* [Assignment]: The entries are to be returned exactly as written.
Records for processing Start Marker
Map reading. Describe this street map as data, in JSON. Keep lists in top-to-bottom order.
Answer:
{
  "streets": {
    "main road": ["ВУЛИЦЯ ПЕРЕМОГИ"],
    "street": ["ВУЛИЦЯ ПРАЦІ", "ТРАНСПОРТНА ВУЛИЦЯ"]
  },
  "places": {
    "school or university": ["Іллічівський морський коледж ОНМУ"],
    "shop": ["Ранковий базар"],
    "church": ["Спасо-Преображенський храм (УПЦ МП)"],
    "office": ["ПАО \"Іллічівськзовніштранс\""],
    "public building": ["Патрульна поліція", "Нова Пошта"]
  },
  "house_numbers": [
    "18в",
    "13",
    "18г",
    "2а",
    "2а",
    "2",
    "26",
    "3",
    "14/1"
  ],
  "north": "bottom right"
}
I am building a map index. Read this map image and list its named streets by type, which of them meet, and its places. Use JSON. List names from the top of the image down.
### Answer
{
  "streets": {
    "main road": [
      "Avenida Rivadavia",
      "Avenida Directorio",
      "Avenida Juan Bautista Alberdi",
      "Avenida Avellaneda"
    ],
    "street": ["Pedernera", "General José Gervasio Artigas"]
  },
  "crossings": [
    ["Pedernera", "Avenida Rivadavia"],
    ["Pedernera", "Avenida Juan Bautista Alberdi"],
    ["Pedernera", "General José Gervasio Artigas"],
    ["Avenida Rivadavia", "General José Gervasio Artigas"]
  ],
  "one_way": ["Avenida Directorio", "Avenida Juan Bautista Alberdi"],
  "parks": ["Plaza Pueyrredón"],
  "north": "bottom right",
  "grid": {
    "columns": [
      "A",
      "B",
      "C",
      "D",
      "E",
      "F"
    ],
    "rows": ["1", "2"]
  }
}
Records for processing End Marker
* [Completed task]:
Map reading. Describe this street map as data, in JSON. Keep lists in top-to-bottom order.
Answer:
{
  "streets": {
    "main road": ["ВУЛИЦЯ ПЕРЕМОГИ"],
    "street": ["ВУЛИЦЯ ПРАЦІ", "ТРАНСПОРТНА ВУЛИЦЯ"]
  },
  "places": {
    "school or university": ["Іллічівський морський коледж ОНМУ"],
    "shop": ["Ранковий базар"],
    "church": ["Спасо-Преображенський храм (УПЦ МП)"],
    "office": ["ПАО \"Іллічівськзовніштранс\""],
    "public building": ["Патрульна поліція", "Нова Пошта"]
  },
  "house_numbers": [
    "18в",
    "13",
    "18г",
    "2а",
    "2а",
    "2",
    "26",
    "3",
    "14/1"
  ],
  "north": "bottom right"
}
I am building a map index. Read this map image and list its named streets by type, which of them meet, and its places. Use JSON. List names from the top of the image down.
### Answer
{
  "streets": {
    "main road": [
      "Avenida Rivadavia",
      "Avenida Directorio",
      "Avenida Juan Bautista Alberdi",
      "Avenida Avellaneda"
    ],
    "street": ["Pedernera", "General José Gervasio Artigas"]
  },
  "crossings": [
    ["Pedernera", "Avenida Rivadavia"],
    ["Pedernera", "Avenida Juan Bautista Alberdi"],
    ["Pedernera", "General José Gervasio Artigas"],
    ["Avenida Rivadavia", "General José Gervasio Artigas"]
  ],
  "one_way": ["Avenida Directorio", "Avenida Juan Bautista Alberdi"],
  "parks": ["Plaza Pueyrredón"],
  "north": "bottom right",
  "grid": {
    "columns": [
      "A",
      "B",
      "C",
      "D",
      "E",
      "F"
    ],
    "rows": ["1", "2"]
  }
}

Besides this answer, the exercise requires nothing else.